• YOUR GOAL:
Within the material below, how many lines include "Margarida"? Answer with the count only.

[RECORD EXCERPTS Boundary: Start]

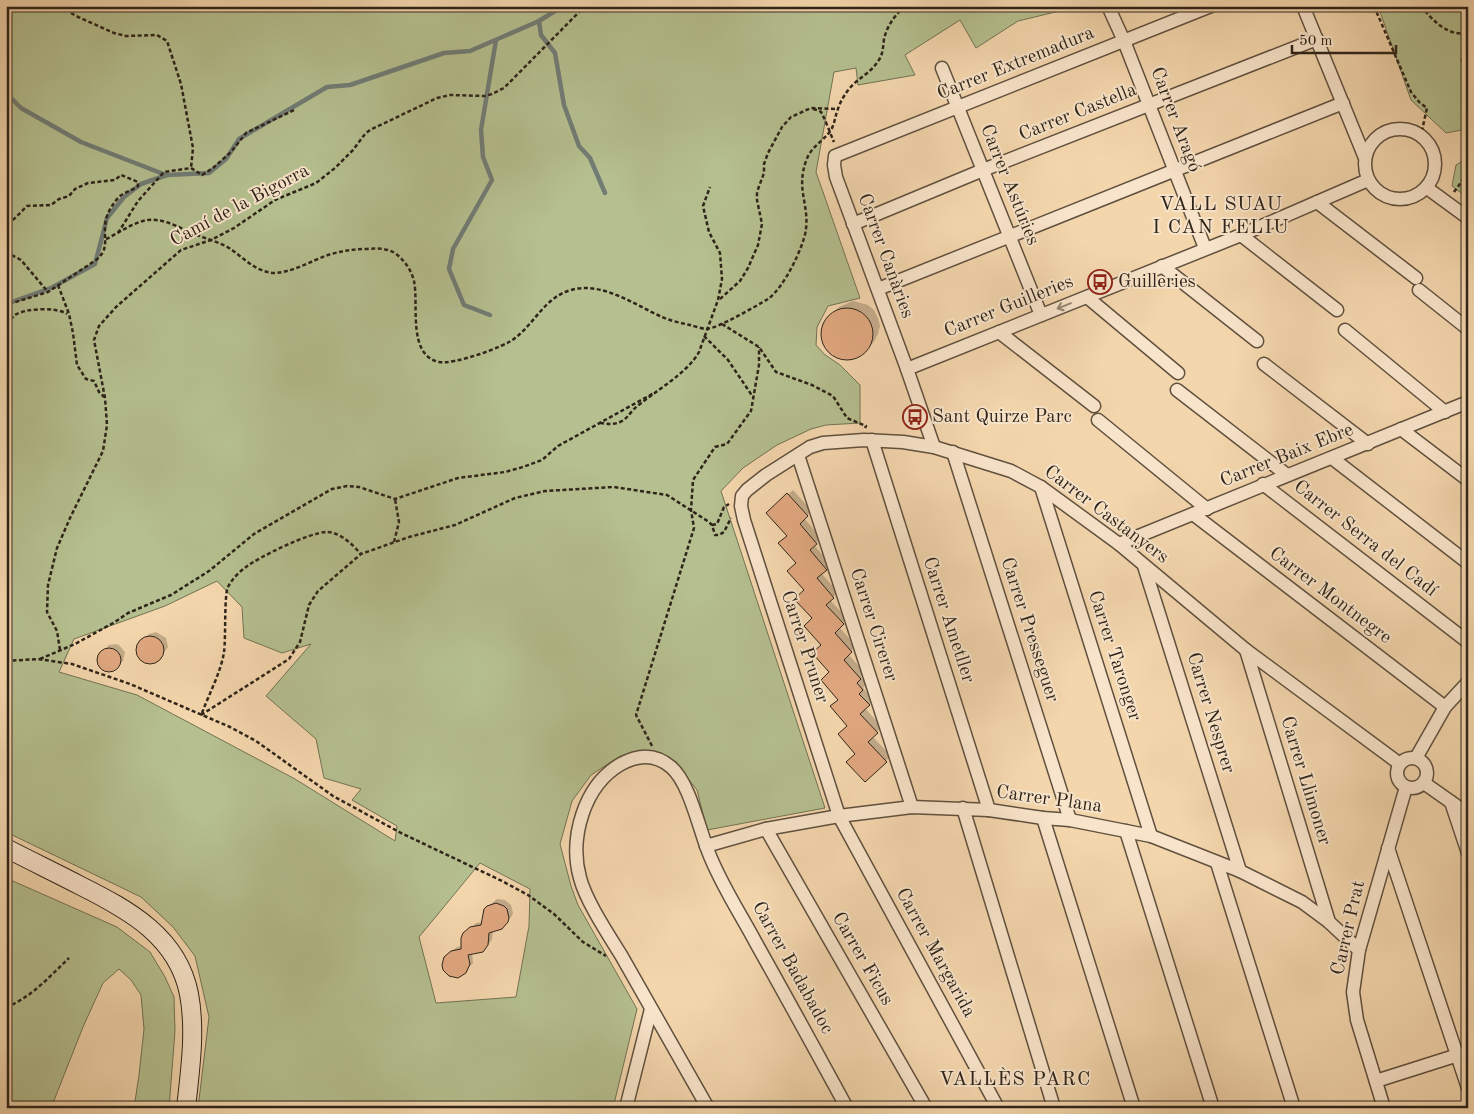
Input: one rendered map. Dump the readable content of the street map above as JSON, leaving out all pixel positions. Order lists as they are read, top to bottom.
{
  "streets": {
    "street": [
      "Carrer Extremadura",
      "Carrer Castella",
      "Carrer Aragó",
      "Carrer Astúries",
      "Carrer Canàries",
      "Carrer Guilleries",
      "Carrer Baix Ebre",
      "Carrer Castanyers",
      "Carrer Serra del Cadí",
      "Carrer Montnegre",
      "Carrer Ametller",
      "Carrer Cirerer",
      "Carrer Presseguer",
      "Carrer Pruner",
      "Carrer Taronger",
      "Carrer Nesprer",
      "Carrer Llimoner",
      "Carrer Plana",
      "Carrer Prat",
      "Carrer Margarida",
      "Carrer Ficus",
      "Carrer Badabadoc"
    ],
    "path": ["Camí de la Bigorra"]
  },
  "crossings": [
    ["Carrer Extremadura", "Carrer Aragó"],
    ["Carrer Extremadura", "Carrer Astúries"],
    ["Carrer Extremadura", "Carrer Canàries"],
    ["Carrer Castella", "Carrer Aragó"],
    ["Carrer Castella", "Carrer Astúries"],
    ["Carrer Castella", "Carrer Canàries"],
    ["Carrer Aragó", "Carrer Guilleries"],
    ["Carrer Astúries", "Carrer Guilleries"],
    ["Carrer Canàries", "Carrer Guilleries"],
    ["Carrer Baix Ebre", "Carrer Castanyers"],
    ["Carrer Baix Ebre", "Carrer Serra del Cadí"],
    ["Carrer Baix Ebre", "Carrer Montnegre"],
    ["Carrer Castanyers", "Carrer Ametller"],
    ["Carrer Castanyers", "Carrer Cirerer"],
    ["Carrer Castanyers", "Carrer Presseguer"],
    ["Carrer Castanyers", "Carrer Pruner"],
    ["Carrer Castanyers", "Carrer Taronger"],
    ["Carrer Castanyers", "Carrer Nesprer"],
    ["Carrer Castanyers", "Carrer Llimoner"],
    ["Carrer Castanyers", "Carrer Prat"],
    ["Carrer Ametller", "Carrer Plana"],
    ["Carrer Cirerer", "Carrer Plana"],
    ["Carrer Presseguer", "Carrer Plana"],
    ["Carrer Pruner", "Carrer Plana"],
    ["Carrer Pruner", "Carrer Margarida"],
    ["Carrer Taronger", "Carrer Plana"],
    ["Carrer Nesprer", "Carrer Plana"],
    ["Carrer Llimoner", "Carrer Plana"],
    ["Carrer Plana", "Carrer Prat"],
    ["Carrer Plana", "Carrer Margarida"],
    ["Carrer Plana", "Carrer Ficus"],
    ["Carrer Plana", "Carrer Badabadoc"]
  ],
  "districts": ["VALL SUAU I CAN FELIU", "VALLÈS PARC"],
  "places": {
    "bus stop": ["Guilleries", "Sant Quirze Parc"]
  },
  "scale_bar": "50 m"
}
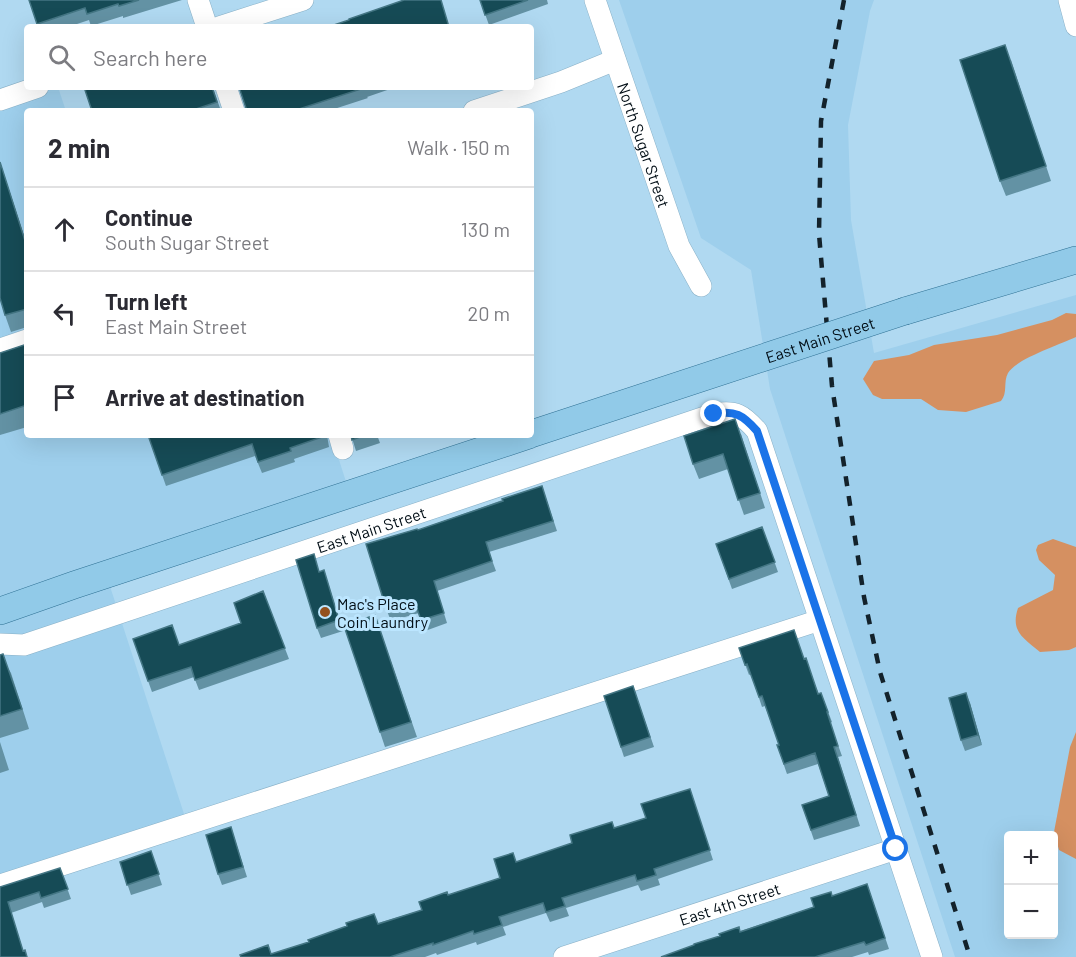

[RECORD EXCERPTS Boundary: End]

• PROBLEM SOLUTION:
3